Strange Processes Slowing Me Down

Discussion in 'Malware Help - MG (A Specialist Will Reply)' started by Merkava, Nov 10, 2017.

  1. TimW

    TimW MajorGeeks Administrator - Jedi Malware Expert Staff Member

    One more thing.....if it is not in task manager, you can find it by going to start/run and type in %appdata% ....when it opens, add to the address bar Local. Then delete the file.
     
  2. Merkava

    Merkava Private First Class

    Access denied. If you're referring to Startup under msconfig, it doesn't show up. If you're talking about Task Manager, I'm guessing the fact that I'm running Windows 7 means there is no Startup tab under TaskMgr. When I right click on the process and choose "Open File Location" it says Access denied again.
     
  3. TimW

    TimW MajorGeeks Administrator - Jedi Malware Expert Staff Member

    Now we need to reset the permissions altered by the malware on some files.
    • Download this tool and save it to your Desktop: Inherit.exe
    • It must be in your Desktop or the below fix will not work!
    Now run the C:\MGtools\FixPerm.bat file by double clicking on it (Note: Don't double click, use right click and select Run As Administrator).

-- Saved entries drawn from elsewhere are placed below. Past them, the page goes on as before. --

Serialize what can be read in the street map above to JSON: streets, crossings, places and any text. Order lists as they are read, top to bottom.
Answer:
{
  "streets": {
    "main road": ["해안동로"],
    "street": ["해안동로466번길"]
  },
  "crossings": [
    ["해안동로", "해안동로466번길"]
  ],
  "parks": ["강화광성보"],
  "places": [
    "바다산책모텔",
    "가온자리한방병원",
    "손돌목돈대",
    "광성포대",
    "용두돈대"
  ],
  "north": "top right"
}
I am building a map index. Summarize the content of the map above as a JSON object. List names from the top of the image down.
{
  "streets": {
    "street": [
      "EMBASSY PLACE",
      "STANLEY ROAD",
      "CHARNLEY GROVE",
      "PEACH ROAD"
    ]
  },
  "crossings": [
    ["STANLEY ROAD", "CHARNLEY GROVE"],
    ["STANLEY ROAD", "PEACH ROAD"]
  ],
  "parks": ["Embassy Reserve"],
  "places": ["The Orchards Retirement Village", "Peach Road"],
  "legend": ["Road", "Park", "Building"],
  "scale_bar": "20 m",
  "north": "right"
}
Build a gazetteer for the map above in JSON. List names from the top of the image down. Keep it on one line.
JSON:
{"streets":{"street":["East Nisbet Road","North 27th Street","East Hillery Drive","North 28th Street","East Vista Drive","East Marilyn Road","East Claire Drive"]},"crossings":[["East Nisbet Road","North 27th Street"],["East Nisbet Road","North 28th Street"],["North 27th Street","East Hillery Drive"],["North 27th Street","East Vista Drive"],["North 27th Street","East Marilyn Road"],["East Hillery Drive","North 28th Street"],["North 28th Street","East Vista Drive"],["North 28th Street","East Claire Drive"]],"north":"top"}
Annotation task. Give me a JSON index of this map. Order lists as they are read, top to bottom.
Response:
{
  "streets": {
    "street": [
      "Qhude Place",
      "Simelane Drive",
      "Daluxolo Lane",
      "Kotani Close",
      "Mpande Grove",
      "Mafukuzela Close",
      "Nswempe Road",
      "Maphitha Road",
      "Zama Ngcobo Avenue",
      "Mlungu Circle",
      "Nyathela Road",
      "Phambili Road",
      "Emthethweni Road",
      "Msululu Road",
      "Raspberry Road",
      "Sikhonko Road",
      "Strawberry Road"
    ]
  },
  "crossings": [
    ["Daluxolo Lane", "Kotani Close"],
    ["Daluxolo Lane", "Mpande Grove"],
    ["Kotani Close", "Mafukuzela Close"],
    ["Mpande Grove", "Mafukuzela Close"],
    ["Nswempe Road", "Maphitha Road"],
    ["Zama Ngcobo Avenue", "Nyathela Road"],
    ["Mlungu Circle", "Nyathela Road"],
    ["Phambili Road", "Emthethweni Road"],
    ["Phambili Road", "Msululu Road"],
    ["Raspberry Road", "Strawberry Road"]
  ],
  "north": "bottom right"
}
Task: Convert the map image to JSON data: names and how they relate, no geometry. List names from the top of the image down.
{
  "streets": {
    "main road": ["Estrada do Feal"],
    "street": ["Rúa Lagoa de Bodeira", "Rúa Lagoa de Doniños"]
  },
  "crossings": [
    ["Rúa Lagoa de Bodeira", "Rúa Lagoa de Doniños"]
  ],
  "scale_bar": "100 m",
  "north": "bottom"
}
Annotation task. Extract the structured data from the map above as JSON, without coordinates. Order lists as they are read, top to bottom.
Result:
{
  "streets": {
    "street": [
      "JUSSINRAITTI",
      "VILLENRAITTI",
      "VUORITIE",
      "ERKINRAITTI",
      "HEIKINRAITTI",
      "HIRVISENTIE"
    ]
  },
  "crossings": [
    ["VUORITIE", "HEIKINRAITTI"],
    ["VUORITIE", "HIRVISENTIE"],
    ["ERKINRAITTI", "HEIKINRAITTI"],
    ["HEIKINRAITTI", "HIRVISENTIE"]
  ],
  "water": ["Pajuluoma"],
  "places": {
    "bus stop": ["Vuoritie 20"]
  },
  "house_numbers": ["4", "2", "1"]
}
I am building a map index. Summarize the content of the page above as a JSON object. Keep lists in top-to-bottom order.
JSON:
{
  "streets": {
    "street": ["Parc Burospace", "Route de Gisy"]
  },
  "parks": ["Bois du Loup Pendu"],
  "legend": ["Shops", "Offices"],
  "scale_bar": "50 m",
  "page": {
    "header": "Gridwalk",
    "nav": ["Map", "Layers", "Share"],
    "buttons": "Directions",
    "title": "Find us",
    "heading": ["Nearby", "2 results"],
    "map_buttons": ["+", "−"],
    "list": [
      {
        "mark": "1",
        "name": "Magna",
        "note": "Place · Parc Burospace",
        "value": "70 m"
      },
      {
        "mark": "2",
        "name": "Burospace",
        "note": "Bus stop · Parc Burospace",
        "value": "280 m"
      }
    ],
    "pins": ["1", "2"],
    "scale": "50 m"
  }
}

    Now download ComboFix to your desktop. Turn off any AV software you have before you run it. Attach the log when finished. Do not do anything while it is running or it may stall the program.
     
  4. Merkava

    Merkava Private First Class

    I assumed I was to run inherit.exe. FixPerm brought up a CMD prompt. ComboFix didn't appear to do anything. No gui, no confirmation messages, nothing. Not sure where a log might be.

    I have Avast on, and I looked up how to turn it off and the consensus was that turning off the shields would be sufficient. Otherwise, I'll have to uninstall. Recommendation?
     
  5. TimW

    TimW MajorGeeks Administrator - Jedi Malware Expert Staff Member

    Combo should have brought up a command window.

    Please download the latest version of FRST the below link.
    Farbar Recovery Scan Tool and save it to your Desktop.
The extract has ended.